Large P-Values Cannot be Explained by Power Analysis
As discussed in an earlier blog post, a predominance of “large” p-values (i.e., p-values that are close to .05) in a paper should lead us to take its conclusions with a grain of salt. Indeed, since large p-values are rare under H1, many of them means that the studies were underpowered to capture the phenomenon of interest, or that the phenomenon of interest simply isn’t there. This is the logic behind the “p-curve analysis” (Simonsohn, Nelson and Simmons 2014).
I recently heard a question that I think is worth discussing: Could the p-values in a paper be large because the researchers have conducted a careful power analysis?
The argument goes like this:
- Researchers don’t want to be wasteful with their resources, so they do their best to predict the effect size that their experiment will yield.
- Once they know this effect size, they perform a power analysis to determine how many observations they should collect.
- Because they run exactly the number of participants they need (not more, not less) to detect a significant effect, they will tend to find p-values that are close to .05.
Another flavor of this argument is “small p-values means that researchers were wasteful, collected too many observations, and made their effect too significant”.
Is there any merit to this argument? Could large p-values be explained by thoughtful researchers collecting just enough participants to detect a carefully-estimated effect size? Let’s dive in!
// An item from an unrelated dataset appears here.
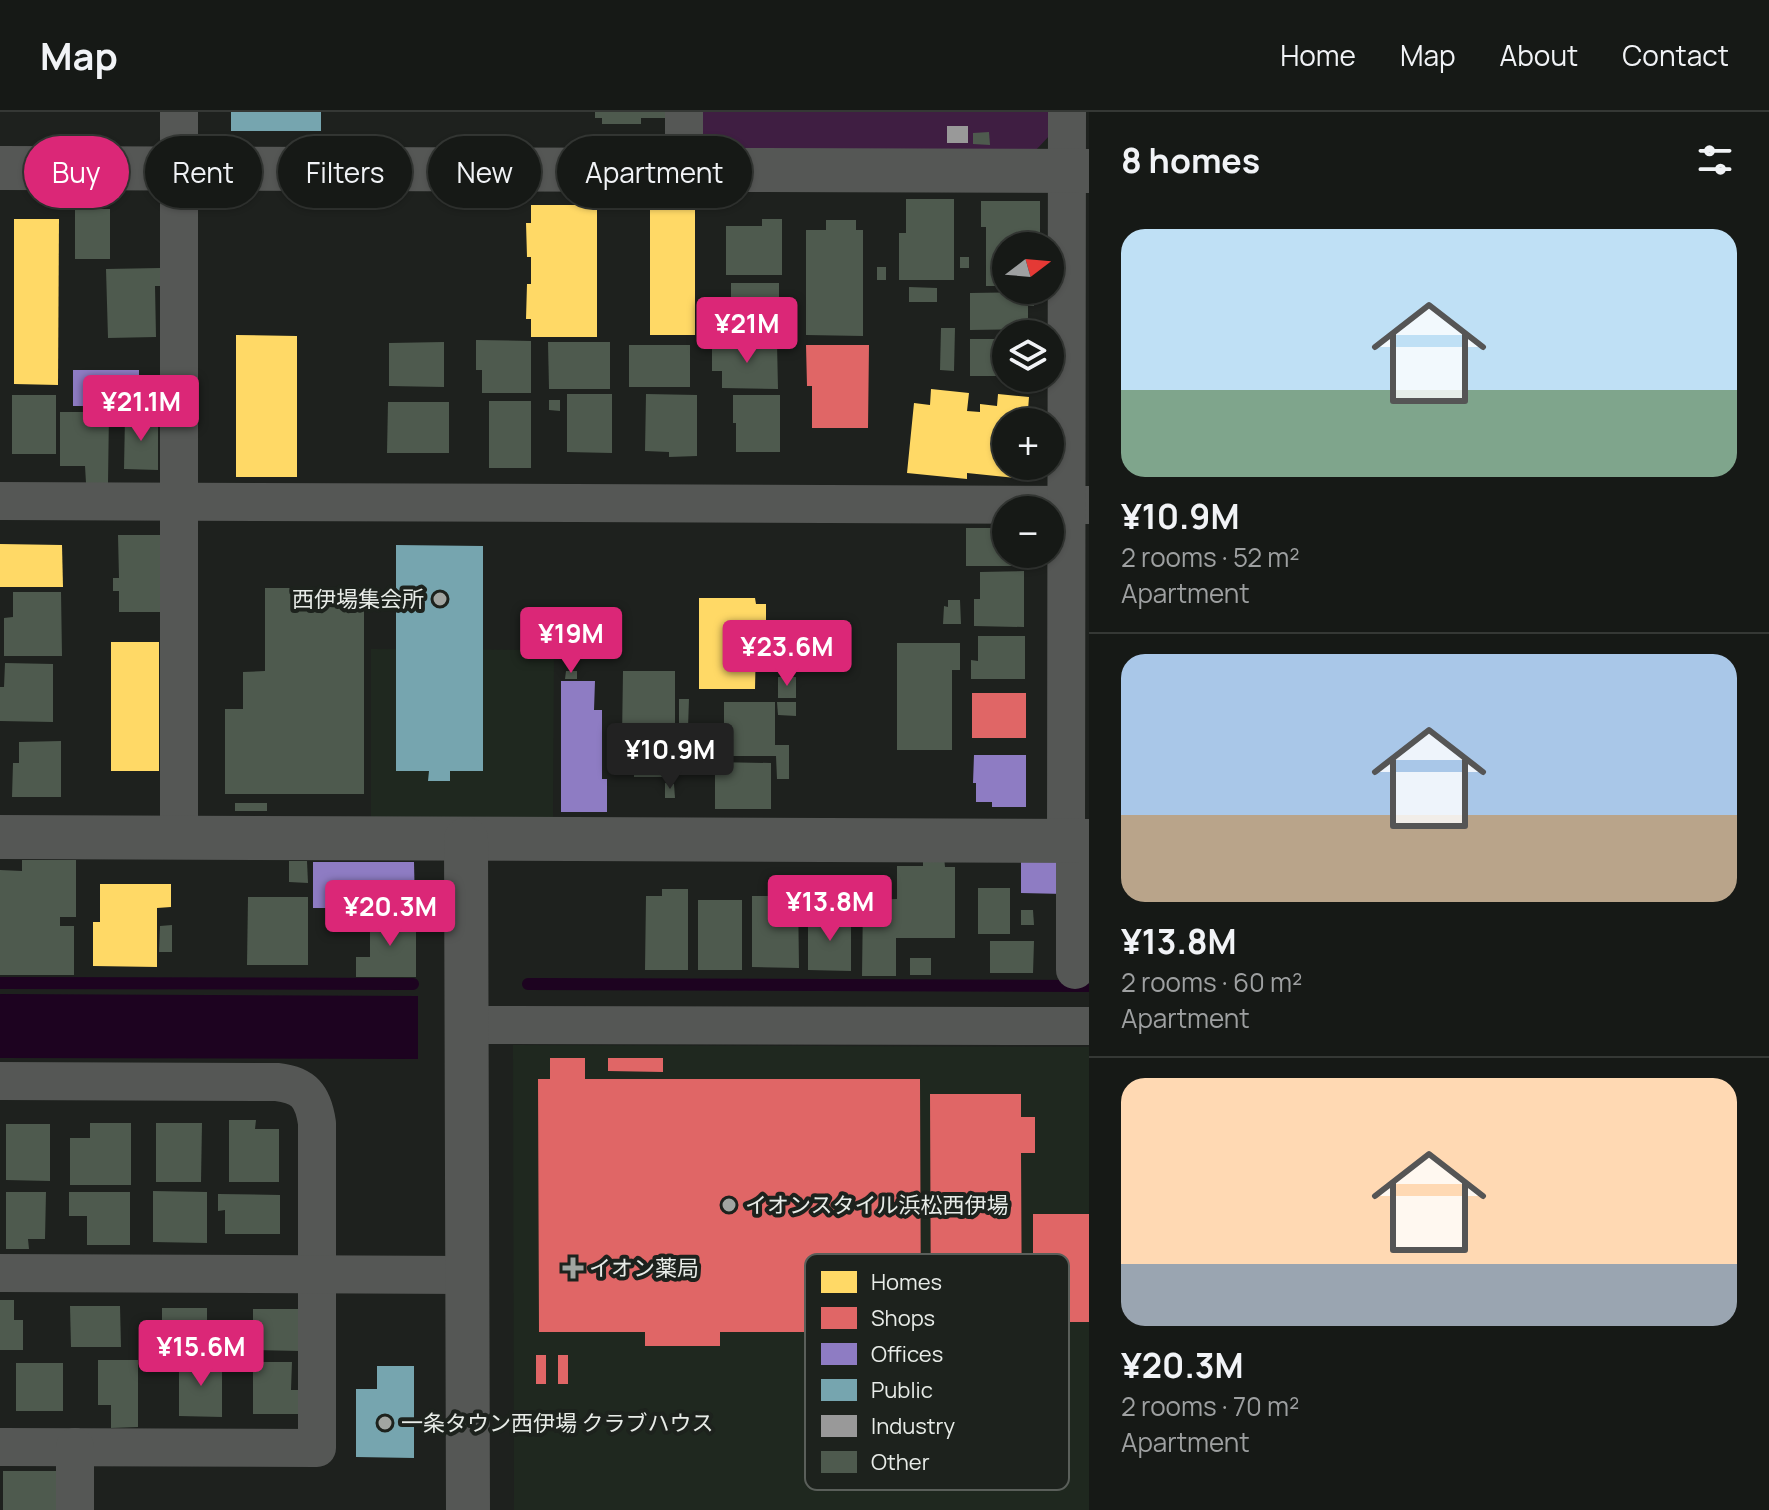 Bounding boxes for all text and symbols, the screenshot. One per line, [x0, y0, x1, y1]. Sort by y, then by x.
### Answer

Can Researchers Predict the Effect Size They’ll Find?
The most common approach to power analysis is to run a small-N study, observe the effect size in this study, and use it as an input for a power analysis.
The problem of this approach is that to get an effect size estimate that is sufficiently precise to be informative, you need to run many participants…
The graph below show the boxplots of observed Cohen’s d in simulated pilot studies. We can see that, to reliably distinguish “small”, “medium”, and “large” effects, you need sample sizes in excess of 400.
And with such sample sizes, most pilot studies would already give you significant results… which negates the point of running the pilot study!
So that’s already a threat to the argument: It is very unlikely that researchers can “bull’s-eye” their effect size prediction.
Will A Careful Power Analysis Lead to Larger P-Values?
But let’s set this concern aside, and assume that a researcher was able, through some combination of pilot studies, meta-analysis of existing studies, and lucky guesswork, to obtain a perfectly accurate estimate of the effect size that they want to study. For the sake of illustration, let’s assume that this effect size is d = 0.5.
Now, the researcher can use this perfectly-estimated effect size to run a power analysis: How many participants will they need to detect this effect X% of the time?
The graph below shows the relationship between target power and number of participants needed:
The level of power the researcher will chose depends on their tolerance for false-negative findings, but it is not unreasonable to assume that they will want to detect the effect at least half of the time.
Now, with a sample size giving them at least 50% power to detect their perfectly-predicted effect size, how often would the researcher obtain p-values close to .05?
The graph shows that, under all reasonable levels of power, “large” p-values will be rare: Even at 50% power (a very low target power, that I’ve never seen used in any power analysis), more than 50% of the significant p-values will be lower than .01.
Conclusion
Researchers cannot “aim” for p = .05, not even with a careful, perfectly accurate, power analysis.
In fact, the opposite is true: If their power analysis is accurate (i.e., gives them a good chance to detect their effect), they should get p-values that are much smaller, rather than close, to .05.
The most likely explanation for a set of multiple p-values hugging .05 is low statistical power, and/or p-hacking.